Create an inventory file for the new host that defines devices to encrypt.

hc_nodes:
  hosts:
    new-node-frontend-fqdn.example.com:
      blacklist_mpath_devices:
        - sda
        - sdb
        - sdc
      rootpassphrase: stronGpa55
      rootdevice: /dev/sda2
      networkinterface: eth1
vars:
  ip_version: IPv4
  ip_config_method: dhcp

  gluster_infra_tangservers:
    - url: http://tang-server.example.com:80

See Understanding the luks_tang_inventory.yml file for more information about these parameters.

Run the luks_tang_setup.yml playbook using your inventory file and the bindtang tag.

# ansible-playbook -i inventory.yml /etc/ansible/roles/gluster.ansible/playbooks/hc-ansible-deployment/tasks/luks_tang_setup.yml --tags=bindtang

3.4. Creating the node_replace_inventory.yml file

Define your cluster hosts by creating a node_replacement_inventory.yml file.

Procedure

Back up the node_replace_inventory.yml file.

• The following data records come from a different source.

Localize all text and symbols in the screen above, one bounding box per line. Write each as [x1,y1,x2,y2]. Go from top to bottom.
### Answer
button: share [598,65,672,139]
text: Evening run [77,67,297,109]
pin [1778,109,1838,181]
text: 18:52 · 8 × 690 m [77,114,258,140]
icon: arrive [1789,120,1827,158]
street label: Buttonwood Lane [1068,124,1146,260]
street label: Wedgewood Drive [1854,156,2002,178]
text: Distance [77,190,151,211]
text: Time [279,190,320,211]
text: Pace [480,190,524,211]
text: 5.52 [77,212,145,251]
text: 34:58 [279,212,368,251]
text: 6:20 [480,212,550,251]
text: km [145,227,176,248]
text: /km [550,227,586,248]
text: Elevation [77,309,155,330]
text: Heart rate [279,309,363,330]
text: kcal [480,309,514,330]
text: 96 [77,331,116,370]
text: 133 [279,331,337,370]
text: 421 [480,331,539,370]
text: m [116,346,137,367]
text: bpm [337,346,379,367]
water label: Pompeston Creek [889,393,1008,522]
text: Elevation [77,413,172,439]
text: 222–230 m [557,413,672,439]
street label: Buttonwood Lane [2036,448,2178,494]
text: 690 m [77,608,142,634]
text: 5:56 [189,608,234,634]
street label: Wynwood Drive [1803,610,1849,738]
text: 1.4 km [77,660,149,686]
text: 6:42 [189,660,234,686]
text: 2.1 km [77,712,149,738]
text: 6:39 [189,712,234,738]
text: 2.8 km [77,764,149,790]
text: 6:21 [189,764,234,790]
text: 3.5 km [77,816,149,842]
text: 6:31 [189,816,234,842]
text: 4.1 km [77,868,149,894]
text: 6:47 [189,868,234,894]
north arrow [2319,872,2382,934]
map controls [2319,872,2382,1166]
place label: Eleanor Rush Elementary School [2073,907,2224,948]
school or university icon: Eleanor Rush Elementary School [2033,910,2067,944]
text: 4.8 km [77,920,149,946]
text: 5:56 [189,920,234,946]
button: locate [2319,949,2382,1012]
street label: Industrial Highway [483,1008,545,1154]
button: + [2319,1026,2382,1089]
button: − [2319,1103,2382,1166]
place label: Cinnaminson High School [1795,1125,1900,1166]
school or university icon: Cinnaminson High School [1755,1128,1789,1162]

# cd /etc/ansible/roles/gluster.ansible/playbooks/hc-ansible-deployment
# cp node_replace_inventory.yml node_replace_inventory.yml.bk

Edit the node_replace_inventory.yml file to define your cluster.
See Appendix C, Understanding the node_replace_inventory.yml file for more information about this inventory file and its parameters.

3.5. Executing the `replace_node.yml` playbook file

The replace_node.yml playbook reconfigures a Red Hat Hyperconverged Infrastructure for Virtualization cluster to use a new node after an existing cluster node has failed.

Procedure

Execute the playbook.

# cd /etc/ansible/roles/gluster.ansible/playbooks/hc-ansible-deployment/
# ansible-playbook -i node_replace_inventory.yml tasks/replace_node.yml --tags=restorepeer

3.6. Finalizing host replacement

After you have replaced a failed host with a new host, follow these steps to ensure that the cluster is connected to the new host and properly activated.

Procedure

Activate the host.
1. Log in to the Red Hat Virtualization Administrator Portal.
2. Click Compute → Hosts and observe that the replacement host is listed with a state of Maintenance.
3. Select the host and click Management → Activate.
4. Wait for the host to reach the Up state.
Attach the gluster network to the host.
1. Click Compute → Hosts and select the host.
2. Click Network Interfaces → Setup Host Networks.
3. Drag and drop the newly created network to the correct interface.
4. Ensure that the Verify connectivity between Host and Engine checkbox is checked.
5. Ensure that the Save network configuration checkbox is checked.
6. Click OK to save.
7. Verify the health of the network.
  Click the Network Interfaces tab and check the state of the host’s network.
  If the network interface enters an "Out of sync" state or does not have an IP Address, click Management → Refresh Capabilities.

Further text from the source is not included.